*WORK ITEM:* In the records below, which lines include "Italia"? Copy them.

[Collected data]

╭──

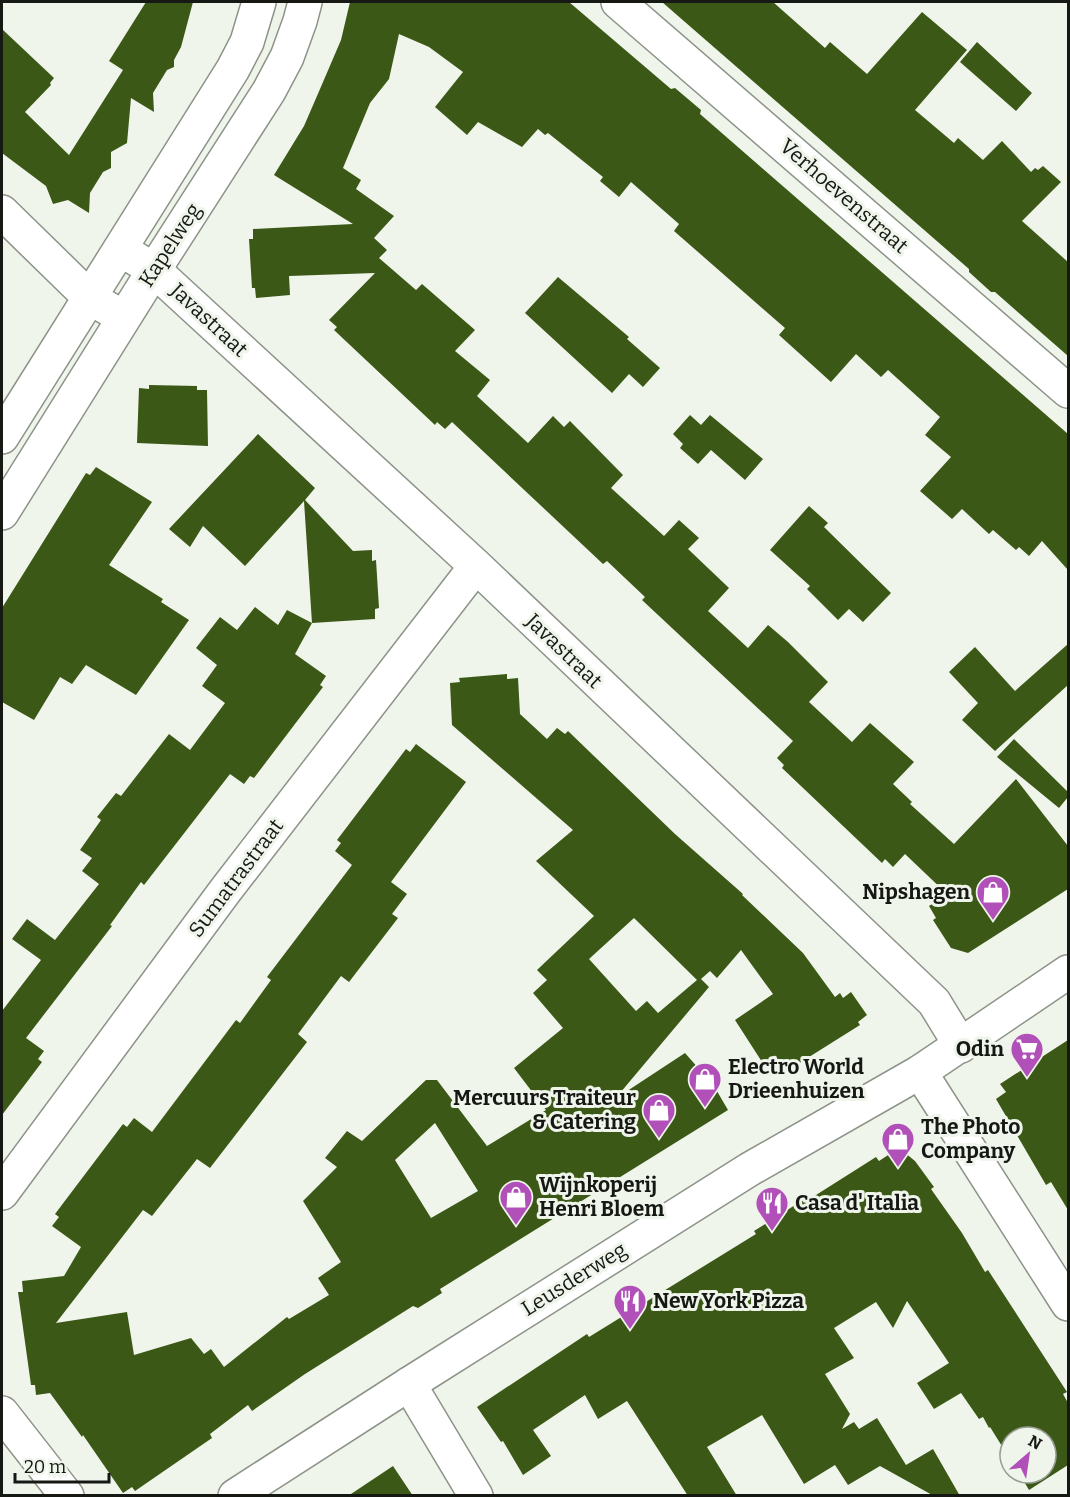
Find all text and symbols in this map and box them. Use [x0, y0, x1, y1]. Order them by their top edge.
street label: Verhoevenstraat [774, 133, 914, 259]
street label: Kapelweg [133, 198, 207, 292]
street label: Javastraat [164, 277, 253, 363]
street label: Javastraat [520, 607, 608, 694]
street label: Sumatrastraat [183, 813, 289, 942]
shop icon: Nipshagen [975, 874, 1011, 921]
place label: Nipshagen [862, 879, 970, 905]
supermarket icon: Odin [1009, 1031, 1045, 1078]
place label: Odin [956, 1036, 1004, 1062]
place label: Electro World Drieenhuizen [728, 1054, 865, 1104]
shop icon: Electro World Drieenhuizen [687, 1061, 723, 1108]
place label: Mercuurs Traiteur & Catering [453, 1085, 636, 1135]
shop icon: Mercuurs Traiteur & Catering [641, 1092, 677, 1139]
place label: The Photo Company [921, 1114, 1020, 1164]
shop icon: The Photo Company [880, 1121, 916, 1168]
place label: Wijnkoperij Henri Bloem [539, 1172, 664, 1222]
shop icon: Wijnkoperij Henri Bloem [498, 1179, 534, 1226]
restaurant icon: Casa d' Italia [754, 1185, 790, 1232]
place label: Casa d' Italia [795, 1190, 919, 1216]
street label: Leusderweg [517, 1236, 632, 1322]
restaurant icon: New York Pizza [612, 1283, 648, 1330]
place label: New York Pizza [653, 1288, 804, 1314]
north arrow [998, 1425, 1058, 1485]
text: N [1025, 1431, 1045, 1454]
scale bar [15, 1446, 110, 1484]
text: 20 m [24, 1456, 66, 1478]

╰──

*EXPECTED ANSWER:*
restaurant icon: Casa d' Italia [754, 1185, 790, 1232]
place label: Casa d' Italia [795, 1190, 919, 1216]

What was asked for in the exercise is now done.